Your CI pipeline stalls again, waiting on a manual trigger that someone forgot. Meanwhile, messages are backing up in NATS because the next task never fired. You stare at the logs, wishing your automation talked to itself better. Enter the NATS Tekton integration, where pipelines and messaging systems finally act like coworkers instead of strangers.
NATS is the quiet backbone for real-time communication—lightweight, fault-tolerant, and built for speed. Tekton is the workhorse of cloud-native CI/CD, running pipelines declaratively inside Kubernetes. Together, they let events from one world drive actions in the other. A deployment succeeds, a message gets published, and downstream systems know instantly what to do next. No cron jobs. No mystery delays.
Think of it as building a reflex: NATS publishes an event, Tekton catches it, interprets it through a TriggerTemplate, and spins up a PipelineRun. The result is near-instant reaction time. You can tie deploys, tests, and notifications directly to actual signals in your system, not to someone pushing a button.
How do I connect NATS Tekton in practice?

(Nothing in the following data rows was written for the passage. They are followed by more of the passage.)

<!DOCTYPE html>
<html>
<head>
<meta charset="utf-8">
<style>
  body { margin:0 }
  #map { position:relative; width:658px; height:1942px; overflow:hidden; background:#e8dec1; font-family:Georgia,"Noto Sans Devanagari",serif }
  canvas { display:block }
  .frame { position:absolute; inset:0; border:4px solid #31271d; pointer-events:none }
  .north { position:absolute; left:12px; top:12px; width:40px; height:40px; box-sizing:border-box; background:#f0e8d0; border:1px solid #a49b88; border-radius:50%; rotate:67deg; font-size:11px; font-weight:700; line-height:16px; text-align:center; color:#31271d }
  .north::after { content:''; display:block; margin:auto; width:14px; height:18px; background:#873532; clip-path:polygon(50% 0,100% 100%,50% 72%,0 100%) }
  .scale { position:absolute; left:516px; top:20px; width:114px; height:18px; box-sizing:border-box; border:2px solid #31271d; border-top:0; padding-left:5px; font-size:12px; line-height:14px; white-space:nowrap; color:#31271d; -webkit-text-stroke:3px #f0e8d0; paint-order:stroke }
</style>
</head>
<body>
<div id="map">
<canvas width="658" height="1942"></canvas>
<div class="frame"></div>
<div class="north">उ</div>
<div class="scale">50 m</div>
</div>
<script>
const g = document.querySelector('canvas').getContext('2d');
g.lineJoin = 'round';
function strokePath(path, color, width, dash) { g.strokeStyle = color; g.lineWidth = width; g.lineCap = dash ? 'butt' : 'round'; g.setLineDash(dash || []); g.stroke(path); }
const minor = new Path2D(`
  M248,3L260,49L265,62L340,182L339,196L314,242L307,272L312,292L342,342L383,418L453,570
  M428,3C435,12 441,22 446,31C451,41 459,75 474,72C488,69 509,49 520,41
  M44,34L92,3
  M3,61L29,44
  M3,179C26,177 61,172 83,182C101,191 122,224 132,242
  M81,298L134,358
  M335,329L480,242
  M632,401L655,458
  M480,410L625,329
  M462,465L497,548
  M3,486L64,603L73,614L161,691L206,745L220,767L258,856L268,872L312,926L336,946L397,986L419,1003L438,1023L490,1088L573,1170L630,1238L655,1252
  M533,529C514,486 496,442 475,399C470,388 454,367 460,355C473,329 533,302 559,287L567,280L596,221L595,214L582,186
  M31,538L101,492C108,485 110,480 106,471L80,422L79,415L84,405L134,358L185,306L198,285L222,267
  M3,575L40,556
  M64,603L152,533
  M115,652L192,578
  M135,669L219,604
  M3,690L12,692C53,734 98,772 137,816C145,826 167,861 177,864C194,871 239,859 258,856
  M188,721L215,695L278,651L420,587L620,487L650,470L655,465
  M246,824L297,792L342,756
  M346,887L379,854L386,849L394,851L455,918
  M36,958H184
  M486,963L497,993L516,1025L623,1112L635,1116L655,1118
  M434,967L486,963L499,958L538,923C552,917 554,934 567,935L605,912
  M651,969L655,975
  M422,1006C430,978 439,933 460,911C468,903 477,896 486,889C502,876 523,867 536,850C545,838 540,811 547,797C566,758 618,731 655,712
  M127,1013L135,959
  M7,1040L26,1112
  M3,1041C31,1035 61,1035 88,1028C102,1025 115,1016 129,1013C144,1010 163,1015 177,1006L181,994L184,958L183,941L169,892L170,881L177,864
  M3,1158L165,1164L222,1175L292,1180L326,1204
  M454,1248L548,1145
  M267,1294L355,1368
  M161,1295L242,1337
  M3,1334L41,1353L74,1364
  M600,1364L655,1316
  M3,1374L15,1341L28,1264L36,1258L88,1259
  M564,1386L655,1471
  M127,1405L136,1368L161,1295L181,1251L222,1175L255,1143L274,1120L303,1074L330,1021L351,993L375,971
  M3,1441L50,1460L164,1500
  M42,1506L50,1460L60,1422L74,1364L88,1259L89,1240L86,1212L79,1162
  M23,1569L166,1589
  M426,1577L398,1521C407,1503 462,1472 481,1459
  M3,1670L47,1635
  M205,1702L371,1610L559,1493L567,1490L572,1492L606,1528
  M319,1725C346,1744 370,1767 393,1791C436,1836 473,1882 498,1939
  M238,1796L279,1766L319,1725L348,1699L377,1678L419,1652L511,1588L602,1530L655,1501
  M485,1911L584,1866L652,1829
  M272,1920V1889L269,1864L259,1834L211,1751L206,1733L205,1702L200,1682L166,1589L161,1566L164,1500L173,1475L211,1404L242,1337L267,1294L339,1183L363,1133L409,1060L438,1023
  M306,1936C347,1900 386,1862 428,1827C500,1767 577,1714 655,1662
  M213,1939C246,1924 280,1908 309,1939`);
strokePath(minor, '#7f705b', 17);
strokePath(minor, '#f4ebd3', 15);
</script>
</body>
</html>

First, define which subjects or channels in NATS represent meaningful events. Then, configure a small listener or sidecar that translates those messages into Tekton Trigger payloads. Tekton does the rest—instantiating pipelines using the same RBAC and credential rules you already trust in Kubernetes. It is like wiring a custom webhook, but smarter and faster.
Troubleshooting tips
If pipelines do not fire, check RBAC first. Tekton service accounts often need explicit permissions to create or list PipelineRuns. Rotate any shared tokens through Kubernetes Secrets or integrate with an OIDC identity provider like Okta or AWS IAM. Use durable NATS subscriptions for critical events so no trigger is lost under load.